About this exercise: Write out each line of the entries below that holds the word "fabs".

[Saved entries]

--------------------------------

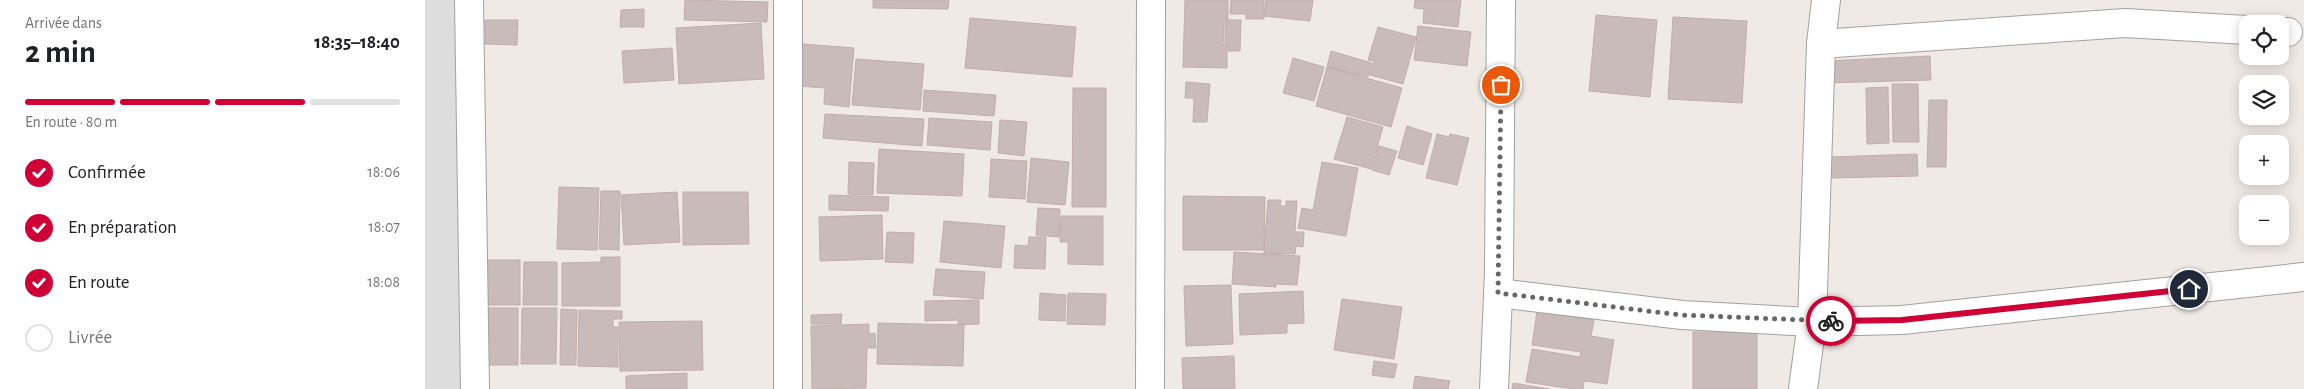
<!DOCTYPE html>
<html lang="fr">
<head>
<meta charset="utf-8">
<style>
	body { margin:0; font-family:"Alegreya Sans",sans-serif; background:#f6f6f6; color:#202124; height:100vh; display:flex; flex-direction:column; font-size:19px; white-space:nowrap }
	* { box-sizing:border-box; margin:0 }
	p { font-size:16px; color:#757577 }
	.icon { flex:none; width:28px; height:28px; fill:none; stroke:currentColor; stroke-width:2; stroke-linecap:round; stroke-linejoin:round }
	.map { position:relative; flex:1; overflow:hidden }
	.side { display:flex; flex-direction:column; background:#fff; width:425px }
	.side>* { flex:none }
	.fabs { position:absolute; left:1814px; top:15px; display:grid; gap:10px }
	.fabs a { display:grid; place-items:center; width:50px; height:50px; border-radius:10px; background:#fff; box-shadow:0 2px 12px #0003; font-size:25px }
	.pin { position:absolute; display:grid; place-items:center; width:42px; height:42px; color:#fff; margin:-21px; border:2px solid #fff; border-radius:50%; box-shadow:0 1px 5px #0007 }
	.courier { position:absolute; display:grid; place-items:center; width:50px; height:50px; margin:-25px; border:4px solid #d00036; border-radius:50%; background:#fff; color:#222; box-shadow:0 1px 6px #0007 }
	.head em { font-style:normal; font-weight:700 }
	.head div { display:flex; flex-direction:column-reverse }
	.head { display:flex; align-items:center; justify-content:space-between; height:85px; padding:0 25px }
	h1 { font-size:32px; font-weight:700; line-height:38px }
	.bar { display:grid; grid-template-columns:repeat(4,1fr); gap:8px 5px; align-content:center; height:60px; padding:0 25px }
	.bar i { height:6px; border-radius:4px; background:#e0e0e0 }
	.bar .current { background:#d00036 }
	.bar p { grid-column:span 4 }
	ol { padding:0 25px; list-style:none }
	li { display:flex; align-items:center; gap:15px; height:55px }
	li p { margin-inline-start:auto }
	li .icon { padding:5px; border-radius:50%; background:#d00036; color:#fff; stroke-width:4 }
	li:last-child { color:#757577 }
	li i { width:28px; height:28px; border:2px solid #e0e0e0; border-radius:50% }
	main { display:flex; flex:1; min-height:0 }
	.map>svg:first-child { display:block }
</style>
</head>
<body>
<main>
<section class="side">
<div class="head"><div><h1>2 min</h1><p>Arrivée dans</p></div><em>18:35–18:40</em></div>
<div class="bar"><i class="current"></i><i class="current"></i><i class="current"></i><i></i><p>En route · 80 m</p></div>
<ol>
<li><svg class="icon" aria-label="check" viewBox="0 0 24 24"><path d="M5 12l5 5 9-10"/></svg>Confirmée<p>18:06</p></li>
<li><svg class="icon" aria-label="check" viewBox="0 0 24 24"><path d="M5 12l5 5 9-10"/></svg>En préparation<p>18:07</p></li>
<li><svg class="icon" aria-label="check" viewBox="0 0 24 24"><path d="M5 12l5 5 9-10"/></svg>En route<p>18:08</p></li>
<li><i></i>Livrée</li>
</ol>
</section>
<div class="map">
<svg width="1879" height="389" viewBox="0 0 1879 389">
	<rect width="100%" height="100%" fill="#f0eae6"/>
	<!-- residential -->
	<path fill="#dedddd" d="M0,0H51L40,389H0Z"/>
	<!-- building -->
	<g fill="#c8bbb9" stroke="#c2ada8">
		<path d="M260,0L343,2L342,22L259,20Z"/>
		<path d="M448,0H524L523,9L448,8Z"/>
		<path d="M760,0H803V19H799L798,45H802V68L758,67Z"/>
		<path d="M806,0H839V19H821V14H805Z"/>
		<path d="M841,0H888L885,21L839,16Z"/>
		<path d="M990,0H1036L1033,27L998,23L999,9L989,8Z"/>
		<path d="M219,9V27H195L196,10Z"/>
		<path d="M1171,15L1232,20L1225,97L1164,91Z"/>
		<path d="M1248,17L1322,21L1317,103L1243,99Z"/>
		<path d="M545,18L651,27L647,77L540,68Z"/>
		<path d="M60,20H93L92,45L60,44Z"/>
		<path d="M800,20H816L815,51H803V44H800Z"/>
		<path d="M336,23L339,79L254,84L251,28Z"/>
		<path d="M993,26L1046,32L1042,66L989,60Z"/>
		<path d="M953,27L991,37L978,84L945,75L949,61L943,60Z"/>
		<path d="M378,44L429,48L424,107L399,104L400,88L374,86Z"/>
		<path d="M247,48L249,80L199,83L197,51Z"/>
		<path d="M906,51L947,63L943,77L902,67Z"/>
		<path d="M1505,56L1506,80L1401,83V61Z"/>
		<path d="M868,58L899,67L889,101L858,93Z"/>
		<path d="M431,59L499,64L495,110L427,105Z"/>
		<path d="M902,67L977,88L966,127L891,106Z"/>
		<path d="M761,82L785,84L782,122H768L769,98H760Z"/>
		<path d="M1467,84H1493L1494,142H1468Z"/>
		<path d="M1463,87L1464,143L1442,144L1441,88Z"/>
		<path d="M648,88H681V207H647Z"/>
		<path d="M499,90L571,95L569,116L498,111Z"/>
		<path d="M1504,100H1522L1521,167H1502Z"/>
		<path d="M400,114L499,119L497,146L398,138Z"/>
		<path d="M922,117L958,127L946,169L909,159Z"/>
		<path d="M504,118L567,122L565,150L502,145Z"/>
		<path d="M575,120L602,122L599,156L573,153Z"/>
		<path d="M982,126L1007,134L998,165L973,158Z"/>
		<path d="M1012,134L1024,137L1025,134L1044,138L1032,185L1001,178Z"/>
		<path d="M954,146L972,151L964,175L947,170Z"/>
		<path d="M454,149L539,154L537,196L452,193Z"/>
		<path d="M1492,154L1493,176L1407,178L1406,157Z"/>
		<path d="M606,158L644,162L640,205L602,202Z"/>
		<path d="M566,159L602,161L600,199L564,197Z"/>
		<path d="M424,162L449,163L448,195L423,194Z"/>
		<path d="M897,162L933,168L921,236L873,228L877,208L888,210Z"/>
		<path d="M134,187L174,188L172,250L132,249Z"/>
		<path d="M176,191H195L194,250L174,249Z"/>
		<path d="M252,192L255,242L199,245L196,195Z"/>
		<path d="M258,192H323L324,244L258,245Z"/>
		<path d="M404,195L464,197L463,211L404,210Z"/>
		<path d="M758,196L840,197L839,250H758Z"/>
		<path d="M843,200H856L855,206H861V201H872L870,232H879L878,247L871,246L870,254L839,253Z"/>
		<path d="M613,208L635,209L634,237L611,235Z"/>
		<path d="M457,215L458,259L395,261L394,217Z"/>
		<path d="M636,216H678V265L643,264V242H635Z"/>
		<path d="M519,221L580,226L576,268L515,262Z"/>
		<path d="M462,232L489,233L488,263L460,262Z"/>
		<path d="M604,237H621L620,269L589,268L590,245L603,246Z"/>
		<path d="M809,252L875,256L872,285L851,284V287L807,284Z"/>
		<path d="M176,257H195V306H137V263L176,262Z"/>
		<rect x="58" y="260" width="37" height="45"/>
		<path d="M99,262H132V305H98Z"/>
		<path d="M511,269L560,272L558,299L508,295Z"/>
		<path d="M806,285L808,344L761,346L759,286Z"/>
		<path d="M878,291L879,323L862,324V333L815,335L814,294Z"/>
		<path d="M615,293L641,295L640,321L614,320Z"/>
		<path d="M643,293L681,294L680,325L642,324Z"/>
		<path d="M917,299L977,307L969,359L909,350Z"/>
		<path d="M554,300V324L533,325V320L500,321V301Z"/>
		<rect x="55" y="308" width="38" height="57"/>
		<path d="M97,308H132L131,364H96Z"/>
		<path d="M136,309L152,310L151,365H135Z"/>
		<path d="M154,310L197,311V319H188V327H193V367L153,366Z"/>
		<path d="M1112,311L1169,320L1166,336L1189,340L1182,384L1159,381L1158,389H1148L1101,382L1107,349L1155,357L1156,352L1107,345Z"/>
		<path d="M417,314L416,324H386V315Z"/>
		<path d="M277,321L278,370L195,371L194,322Z"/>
		<path d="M453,323L539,325L538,366L452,364Z"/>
		<path d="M444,324V334L450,333L451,348H442L441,388L387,389L386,326Z"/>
		<rect x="1268" y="332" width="64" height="57"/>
		<path d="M809,356L810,389H758L757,358Z"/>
		<path d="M949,361L972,364L969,378L947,375Z"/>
		<path d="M262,373V389H201V376Z"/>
		<path d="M990,376L1025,381L1023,389H988Z"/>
		<path d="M1088,383L1124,389H1087Z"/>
	</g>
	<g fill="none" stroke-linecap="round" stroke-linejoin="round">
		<defs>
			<g id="minor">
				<path d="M44,0L50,389"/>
				<path d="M363,0V389"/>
				<path d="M1855,32H1863"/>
				<path d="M1396,44L1700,23L1822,30"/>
				<path d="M1073,293L1257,315L1387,322L1396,44L1401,0"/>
				<path d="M725,389L726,0"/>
				<path d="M1069,389L1074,272L1076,0"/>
				<path d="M1378,389L1387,322L1477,320L1879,277"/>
			</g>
		</defs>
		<!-- minor casing -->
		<use href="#minor" stroke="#a1a1a1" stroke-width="30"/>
		<!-- minor -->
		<use href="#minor" stroke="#fff" stroke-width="28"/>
	</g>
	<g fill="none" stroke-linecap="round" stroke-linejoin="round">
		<!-- done -->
		<path stroke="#696765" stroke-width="5" stroke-dasharray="0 9" d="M1076,85L1073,293L1256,315L1406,321"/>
		<!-- route -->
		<path stroke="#d00036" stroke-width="6" d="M1406,321L1477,320L1764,289"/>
	</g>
</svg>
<div class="fabs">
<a><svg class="icon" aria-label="locate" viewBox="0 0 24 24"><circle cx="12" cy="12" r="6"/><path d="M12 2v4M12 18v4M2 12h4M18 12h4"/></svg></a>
<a><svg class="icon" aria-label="layers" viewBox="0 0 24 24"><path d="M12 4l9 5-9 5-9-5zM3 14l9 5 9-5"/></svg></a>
<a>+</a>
<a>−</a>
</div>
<div class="pin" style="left:1076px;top:85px;background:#ea580c"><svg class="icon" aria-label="bag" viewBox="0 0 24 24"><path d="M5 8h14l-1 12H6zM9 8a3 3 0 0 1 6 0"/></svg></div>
<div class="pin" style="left:1764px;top:289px;background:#1f2937"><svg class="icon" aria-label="home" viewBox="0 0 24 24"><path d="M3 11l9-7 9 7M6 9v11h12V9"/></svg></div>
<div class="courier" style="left:1406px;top:321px"><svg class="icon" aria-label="bike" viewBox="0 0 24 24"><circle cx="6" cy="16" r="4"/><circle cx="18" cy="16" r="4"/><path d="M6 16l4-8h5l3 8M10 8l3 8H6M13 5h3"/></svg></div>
</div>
</main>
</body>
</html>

--------------------------------

Task solution:
	.fabs { position:absolute; left:1814px; top:15px; display:grid; gap:10px }
	.fabs a { display:grid; place-items:center; width:50px; height:50px; border-radius:10px; background:#fff; box-shadow:0 2px 12px #0003; font-size:25px }
<div class="fabs">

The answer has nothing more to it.